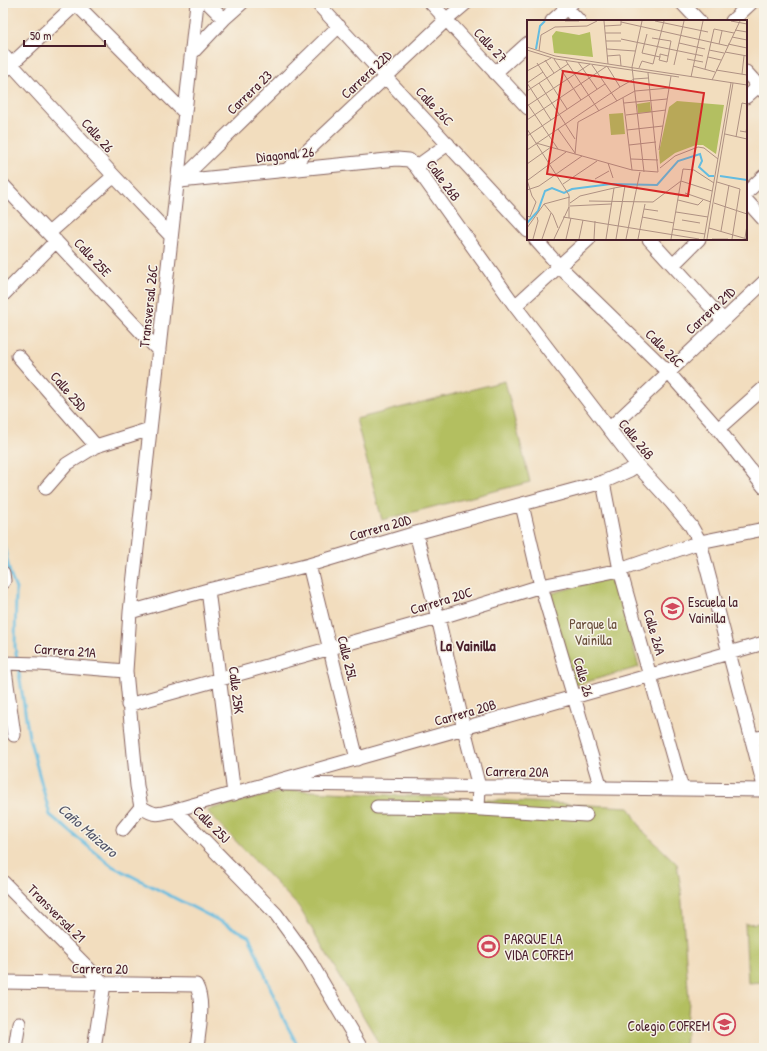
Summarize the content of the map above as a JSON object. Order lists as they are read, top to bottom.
{
  "streets": {
    "street": [
      "Calle 27",
      "Carrera 22D",
      "Carrera 23",
      "Calle 26C",
      "Calle 26",
      "Diagonal 26",
      "Calle 26B",
      "Calle 25E",
      "Transversal 26C",
      "Carrera 21D",
      "Calle 25D",
      "Carrera 20D",
      "Carrera 20C",
      "Calle 26A",
      "Carrera 21A",
      "Calle 25L",
      "Calle 25K",
      "Carrera 20B",
      "Carrera 20A",
      "Calle 25J",
      "Transversal 21",
      "Carrera 20"
    ]
  },
  "crossings": [
    ["Calle 27", "Carrera 22D"],
    ["Carrera 22D", "Calle 26C"],
    ["Carrera 22D", "Diagonal 26"],
    ["Carrera 23", "Calle 26C"],
    ["Carrera 23", "Diagonal 26"],
    ["Carrera 23", "Transversal 26C"],
    ["Calle 26C", "Carrera 21D"],
    ["Calle 26", "Transversal 26C"],
    ["Calle 26", "Carrera 20D"],
    ["Calle 26", "Carrera 20C"],
    ["Calle 26", "Carrera 20B"],
    ["Calle 26", "Carrera 20A"],
    ["Diagonal 26", "Calle 26B"],
    ["Diagonal 26", "Transversal 26C"],
    ["Calle 26B", "Carrera 21D"],
    ["Calle 26B", "Carrera 20D"],
    ["Calle 26B", "Carrera 20C"],
    ["Calle 26B", "Carrera 20B"],
    ["Calle 25E", "Transversal 26C"],
    ["Transversal 26C", "Carrera 20D"],
    ["Carrera 20D", "Calle 26A"],
    ["Carrera 20D", "Calle 25L"],
    ["Carrera 20D", "Calle 25K"],
    ["Carrera 20C", "Calle 26A"],
    ["Carrera 20C", "Calle 25L"],
    ["Carrera 20C", "Calle 25K"],
    ["Calle 26A", "Carrera 20B"],
    ["Calle 26A", "Carrera 20A"],
    ["Calle 25L", "Carrera 20B"],
    ["Calle 25K", "Carrera 20B"],
    ["Carrera 20B", "Carrera 20A"],
    ["Carrera 20B", "Calle 25J"],
    ["Transversal 21", "Carrera 20"]
  ],
  "districts": ["La Vainilla"],
  "water": ["Caño Maizaro"],
  "parks": ["Parque la Vainilla"],
  "places": {
    "school or university": ["Escuela la Vainilla", "Colegio COFREM"],
    "sports": ["PARQUE LA VIDA COFREM"]
  },
  "scale_bar": "50 m"
}
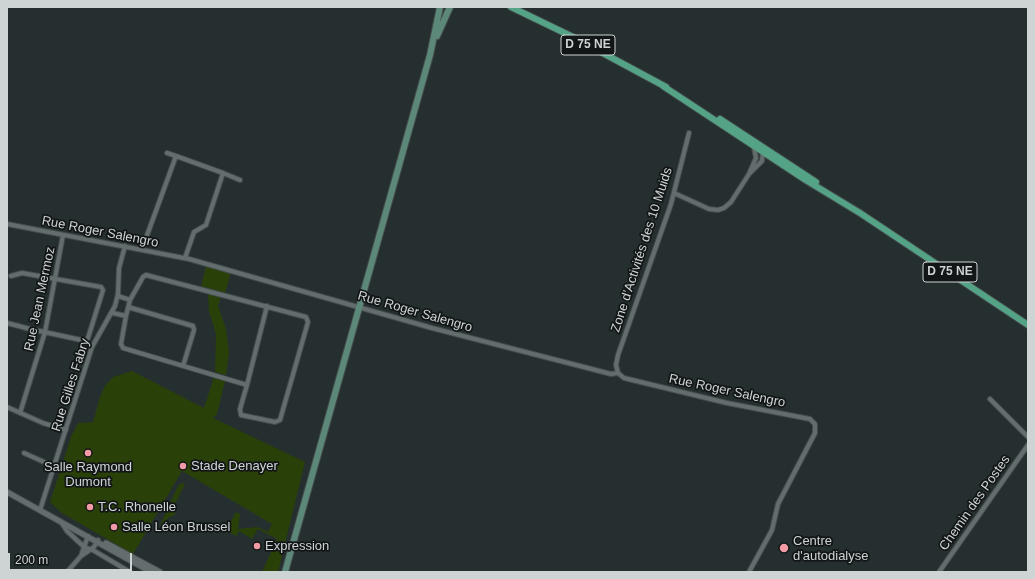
—————
> [PROBLEM TO WORK ON] The lines to return are those in the records above that hold the word "Diagonal".

> [ANSWER BOX]
      "Diagonal 26",
    ["Carrera 22D", "Diagonal 26"],
    ["Carrera 23", "Diagonal 26"],
    ["Diagonal 26", "Calle 26B"],
    ["Diagonal 26", "Transversal 26C"],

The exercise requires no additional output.